Saturday, February 25, 2017

#56 / No Person...



An important case is pending before the United States Supreme Court. You can read about it by clicking this link.

Six years ago, a United States Border Patrol agent killed a fifteen year old Mexican boy who was playing games with other kids in a wide concrete culvert that separates El Paso, Texas from Juarez, Mexico. The boy, Sergio Hernández Guereca, and his companions, were running up to the top of the culvert, to touch the barbed wire of the U.S. border fence. located within the boundaries of the United States. 

As they were playing this game, a Border  Patrol agent grabbed one of the kids. The agent then aimed his gun at another one of the children, who had fled back down the culvert, and who was, by virtue of having done that, sixty-feet inside Mexico. That is where he was when the agent fired his gun. The agent was a good shot, and Sergio Hernández Guereca was killed by the agent's bullet, which hit him in the head.

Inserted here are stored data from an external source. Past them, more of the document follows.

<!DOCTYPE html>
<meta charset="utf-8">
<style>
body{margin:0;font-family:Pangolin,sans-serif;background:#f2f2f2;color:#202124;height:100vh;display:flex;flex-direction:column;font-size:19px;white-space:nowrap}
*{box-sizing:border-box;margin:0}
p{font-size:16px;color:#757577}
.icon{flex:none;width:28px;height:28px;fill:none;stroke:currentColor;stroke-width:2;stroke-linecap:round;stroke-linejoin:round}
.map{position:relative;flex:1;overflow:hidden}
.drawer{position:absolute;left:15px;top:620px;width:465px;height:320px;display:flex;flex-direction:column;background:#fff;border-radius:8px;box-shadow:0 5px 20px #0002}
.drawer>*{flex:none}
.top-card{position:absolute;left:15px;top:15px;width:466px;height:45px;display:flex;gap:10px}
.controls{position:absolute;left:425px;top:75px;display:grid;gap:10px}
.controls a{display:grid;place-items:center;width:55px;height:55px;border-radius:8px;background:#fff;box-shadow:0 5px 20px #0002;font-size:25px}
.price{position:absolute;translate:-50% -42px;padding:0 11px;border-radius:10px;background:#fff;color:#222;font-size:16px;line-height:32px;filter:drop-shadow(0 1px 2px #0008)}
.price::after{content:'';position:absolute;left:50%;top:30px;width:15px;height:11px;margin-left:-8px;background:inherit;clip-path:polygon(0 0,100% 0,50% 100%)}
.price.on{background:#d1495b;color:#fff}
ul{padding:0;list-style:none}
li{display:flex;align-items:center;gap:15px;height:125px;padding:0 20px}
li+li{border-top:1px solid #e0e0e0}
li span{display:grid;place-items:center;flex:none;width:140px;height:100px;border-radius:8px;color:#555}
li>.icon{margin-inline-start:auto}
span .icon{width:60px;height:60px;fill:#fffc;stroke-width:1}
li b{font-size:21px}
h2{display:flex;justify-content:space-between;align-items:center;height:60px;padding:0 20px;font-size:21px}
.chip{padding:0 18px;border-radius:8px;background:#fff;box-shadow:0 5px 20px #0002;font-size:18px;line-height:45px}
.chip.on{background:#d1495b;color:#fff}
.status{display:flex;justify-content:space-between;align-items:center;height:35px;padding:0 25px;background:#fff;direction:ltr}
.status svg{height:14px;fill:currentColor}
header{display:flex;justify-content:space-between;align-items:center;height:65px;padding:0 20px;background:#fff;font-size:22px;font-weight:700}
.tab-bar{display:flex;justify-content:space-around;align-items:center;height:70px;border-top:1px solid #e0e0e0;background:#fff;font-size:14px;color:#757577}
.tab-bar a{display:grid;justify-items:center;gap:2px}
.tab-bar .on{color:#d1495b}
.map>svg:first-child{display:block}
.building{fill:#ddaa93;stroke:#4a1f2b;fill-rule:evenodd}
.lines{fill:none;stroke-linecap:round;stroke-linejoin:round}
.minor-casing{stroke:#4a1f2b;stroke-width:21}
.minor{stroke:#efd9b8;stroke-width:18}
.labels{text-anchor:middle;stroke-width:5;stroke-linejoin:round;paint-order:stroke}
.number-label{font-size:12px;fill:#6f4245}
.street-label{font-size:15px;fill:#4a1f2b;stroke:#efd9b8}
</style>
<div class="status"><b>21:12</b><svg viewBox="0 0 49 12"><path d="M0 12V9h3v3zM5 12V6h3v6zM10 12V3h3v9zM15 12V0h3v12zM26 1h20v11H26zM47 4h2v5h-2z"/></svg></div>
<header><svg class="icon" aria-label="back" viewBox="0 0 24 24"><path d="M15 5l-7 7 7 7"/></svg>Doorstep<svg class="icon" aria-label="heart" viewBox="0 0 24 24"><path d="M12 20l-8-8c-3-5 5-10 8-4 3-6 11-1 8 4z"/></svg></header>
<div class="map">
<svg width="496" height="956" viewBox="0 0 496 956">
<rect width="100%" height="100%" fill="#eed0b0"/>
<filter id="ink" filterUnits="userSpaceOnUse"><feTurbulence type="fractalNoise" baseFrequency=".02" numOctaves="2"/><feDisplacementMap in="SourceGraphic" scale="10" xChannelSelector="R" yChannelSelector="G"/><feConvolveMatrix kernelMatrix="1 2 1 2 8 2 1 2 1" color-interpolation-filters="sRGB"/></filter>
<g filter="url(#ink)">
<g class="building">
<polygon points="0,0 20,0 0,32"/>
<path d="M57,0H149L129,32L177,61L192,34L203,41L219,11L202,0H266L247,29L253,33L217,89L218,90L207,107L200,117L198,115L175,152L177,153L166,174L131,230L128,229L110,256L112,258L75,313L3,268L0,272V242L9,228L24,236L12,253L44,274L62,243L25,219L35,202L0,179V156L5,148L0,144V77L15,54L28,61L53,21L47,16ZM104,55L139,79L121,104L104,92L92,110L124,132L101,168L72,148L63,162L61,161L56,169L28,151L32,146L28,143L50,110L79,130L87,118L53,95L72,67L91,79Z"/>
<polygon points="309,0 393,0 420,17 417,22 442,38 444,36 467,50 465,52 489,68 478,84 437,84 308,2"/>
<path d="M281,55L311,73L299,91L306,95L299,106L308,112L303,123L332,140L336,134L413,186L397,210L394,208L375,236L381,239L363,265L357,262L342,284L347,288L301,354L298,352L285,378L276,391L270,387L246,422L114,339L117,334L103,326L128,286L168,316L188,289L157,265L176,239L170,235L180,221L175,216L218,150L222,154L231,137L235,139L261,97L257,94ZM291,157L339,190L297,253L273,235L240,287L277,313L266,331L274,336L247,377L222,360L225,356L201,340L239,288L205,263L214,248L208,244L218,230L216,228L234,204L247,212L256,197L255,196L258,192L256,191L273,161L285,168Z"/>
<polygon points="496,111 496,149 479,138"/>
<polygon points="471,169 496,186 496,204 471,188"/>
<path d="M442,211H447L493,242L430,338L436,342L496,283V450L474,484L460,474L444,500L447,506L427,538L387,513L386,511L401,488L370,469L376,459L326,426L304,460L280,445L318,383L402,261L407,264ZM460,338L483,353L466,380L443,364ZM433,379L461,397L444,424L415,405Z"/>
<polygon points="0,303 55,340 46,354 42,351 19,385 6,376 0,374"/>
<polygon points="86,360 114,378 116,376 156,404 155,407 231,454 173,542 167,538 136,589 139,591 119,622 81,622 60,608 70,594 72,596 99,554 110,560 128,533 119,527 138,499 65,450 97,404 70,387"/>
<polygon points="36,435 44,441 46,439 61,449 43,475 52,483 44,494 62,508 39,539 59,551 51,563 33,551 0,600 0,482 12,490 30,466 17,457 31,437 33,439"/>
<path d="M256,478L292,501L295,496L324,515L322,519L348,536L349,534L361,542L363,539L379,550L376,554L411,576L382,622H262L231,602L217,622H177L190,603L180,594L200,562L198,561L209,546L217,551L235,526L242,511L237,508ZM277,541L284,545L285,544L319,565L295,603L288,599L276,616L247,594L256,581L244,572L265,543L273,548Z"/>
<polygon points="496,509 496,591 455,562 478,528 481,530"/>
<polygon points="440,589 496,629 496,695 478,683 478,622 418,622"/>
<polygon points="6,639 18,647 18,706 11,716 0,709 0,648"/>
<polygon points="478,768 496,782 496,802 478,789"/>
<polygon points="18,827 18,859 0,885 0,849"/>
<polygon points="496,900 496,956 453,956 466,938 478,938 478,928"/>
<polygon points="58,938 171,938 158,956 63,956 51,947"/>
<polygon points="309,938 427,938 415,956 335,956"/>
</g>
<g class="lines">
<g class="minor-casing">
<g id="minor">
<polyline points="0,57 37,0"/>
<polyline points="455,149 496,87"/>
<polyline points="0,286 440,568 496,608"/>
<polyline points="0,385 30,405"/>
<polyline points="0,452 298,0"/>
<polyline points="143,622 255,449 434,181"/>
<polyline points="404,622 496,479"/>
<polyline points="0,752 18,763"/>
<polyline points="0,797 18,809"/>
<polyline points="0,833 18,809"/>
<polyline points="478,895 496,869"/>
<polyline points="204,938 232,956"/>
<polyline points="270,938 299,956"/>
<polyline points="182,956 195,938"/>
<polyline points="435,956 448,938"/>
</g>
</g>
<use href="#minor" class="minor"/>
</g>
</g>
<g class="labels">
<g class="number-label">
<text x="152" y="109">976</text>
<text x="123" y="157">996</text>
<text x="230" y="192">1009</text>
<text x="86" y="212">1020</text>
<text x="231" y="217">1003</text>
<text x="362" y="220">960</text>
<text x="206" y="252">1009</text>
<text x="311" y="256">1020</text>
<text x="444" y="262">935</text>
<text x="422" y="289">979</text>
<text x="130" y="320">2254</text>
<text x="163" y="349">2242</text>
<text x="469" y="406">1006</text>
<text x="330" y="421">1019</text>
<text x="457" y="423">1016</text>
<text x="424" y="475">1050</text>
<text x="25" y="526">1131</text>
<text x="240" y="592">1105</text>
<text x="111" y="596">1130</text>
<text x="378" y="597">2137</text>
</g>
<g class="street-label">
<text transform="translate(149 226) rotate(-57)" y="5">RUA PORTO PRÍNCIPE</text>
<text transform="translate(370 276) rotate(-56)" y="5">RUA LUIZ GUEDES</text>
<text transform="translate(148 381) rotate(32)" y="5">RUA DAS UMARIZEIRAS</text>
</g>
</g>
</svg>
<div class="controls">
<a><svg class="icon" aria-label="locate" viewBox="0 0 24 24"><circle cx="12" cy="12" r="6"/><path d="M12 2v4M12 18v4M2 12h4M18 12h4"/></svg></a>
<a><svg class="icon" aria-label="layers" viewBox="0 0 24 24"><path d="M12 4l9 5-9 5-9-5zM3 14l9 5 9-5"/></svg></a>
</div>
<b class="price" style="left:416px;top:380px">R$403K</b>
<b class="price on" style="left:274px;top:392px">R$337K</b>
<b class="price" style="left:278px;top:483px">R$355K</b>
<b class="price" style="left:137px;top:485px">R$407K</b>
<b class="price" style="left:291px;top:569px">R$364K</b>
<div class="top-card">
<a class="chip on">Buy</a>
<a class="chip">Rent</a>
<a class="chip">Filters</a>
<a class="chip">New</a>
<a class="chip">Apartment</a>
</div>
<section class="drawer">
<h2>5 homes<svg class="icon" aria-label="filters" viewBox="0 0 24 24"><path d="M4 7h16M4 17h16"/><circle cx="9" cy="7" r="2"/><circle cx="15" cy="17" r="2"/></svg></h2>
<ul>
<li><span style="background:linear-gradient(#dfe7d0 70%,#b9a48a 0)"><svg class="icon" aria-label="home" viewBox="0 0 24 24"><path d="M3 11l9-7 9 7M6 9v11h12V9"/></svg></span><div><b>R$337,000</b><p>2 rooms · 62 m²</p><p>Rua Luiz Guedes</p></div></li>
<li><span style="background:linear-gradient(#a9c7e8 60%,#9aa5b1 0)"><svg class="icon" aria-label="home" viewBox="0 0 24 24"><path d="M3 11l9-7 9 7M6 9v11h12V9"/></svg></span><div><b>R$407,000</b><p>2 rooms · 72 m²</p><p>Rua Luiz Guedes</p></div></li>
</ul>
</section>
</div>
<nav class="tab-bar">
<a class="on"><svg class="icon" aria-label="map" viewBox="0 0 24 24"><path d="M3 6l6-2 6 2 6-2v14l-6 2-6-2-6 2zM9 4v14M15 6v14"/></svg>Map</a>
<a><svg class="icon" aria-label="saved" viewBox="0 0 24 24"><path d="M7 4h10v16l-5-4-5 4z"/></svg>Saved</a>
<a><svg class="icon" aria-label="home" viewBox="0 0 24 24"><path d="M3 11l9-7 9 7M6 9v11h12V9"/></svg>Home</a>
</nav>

Mexico asked the United States to extradite the agent, so he could be tried for murder in Mexico. The U.S. government refused to do that. The child's parents, then, sued the agent in the United States courts. So far, the courts have held that the agent can't be sued, because the complained about action was "completed" (by Sergio's death) in Mexico, not the United States.


If Hernández had been killed inside the United States, then the case could proceed. Or if he had been a U.S. citizen, it would not have mattered that Mesa was on one side of the border and he was on the other. 
But the courts so far in Hernández’s case have said the Constitution does not reach across the border — even 60 feet — to give rights to those without a previous connection to the United States.

During the course of the arguments before the Supreme Court, Chief Justice John Roberts said that "a ruling in the parents' favor could have implications in many areas." Specifically, said Roberts, if those harmed by actions initiated in the U.S., but which result in harm in another country, can sue the responsible parties in our courts, this would include "a drone strike in Iraq where the plane is piloted from Nevada."

Hey, Mr. Chief Justice, you say that like you think that would be a bad thing!

I would argue, in fact, that it would be a good thing to make the United States government and its representatives responsible for unconstitutional governmental actions that cause harm, no matter where that harm occurs. If that were the rule, maybe our nation would be a little more careful about who it blows up with drone-dropped bombs. Maybe it would take a hard look at torturing people in places like Abu Ghraib

In the end, of course, it is the Constitution that should guide our courts' decisions. So, let me suggest a quick refresher reading of some pertinent language from the Fifth Amendment

No person shall be ... deprived of life, liberty, or property, without due process of law...

The Fifth Amendment does not say "no person located within the territorial boundaries of the United States..."  It says, "No person..." period.

The purpose of the Bill of Rights, which definitely includes the Fifth Amendment, is to protect the people against abuses of governmental power. Particularly because the United States government now believes it should be able to exercise its power anywhere in the world (all in the name of freedom and liberty, of course), our government should be responsible for any harm it causes when the government and its representatives act without "due process." 

Shooting a fifteen year old boy in the head, with no warning, appears to have gone beyond due process. Let's extend the protections which the Consitution provides to U.S. citizens located in the United States, extending those protections to any person, worldwide, who suffers from wrongs imposed by our government. 

That is what the Fifth Amendment says, in plain language. And that would make the world a better place. I'm pretty sure about that!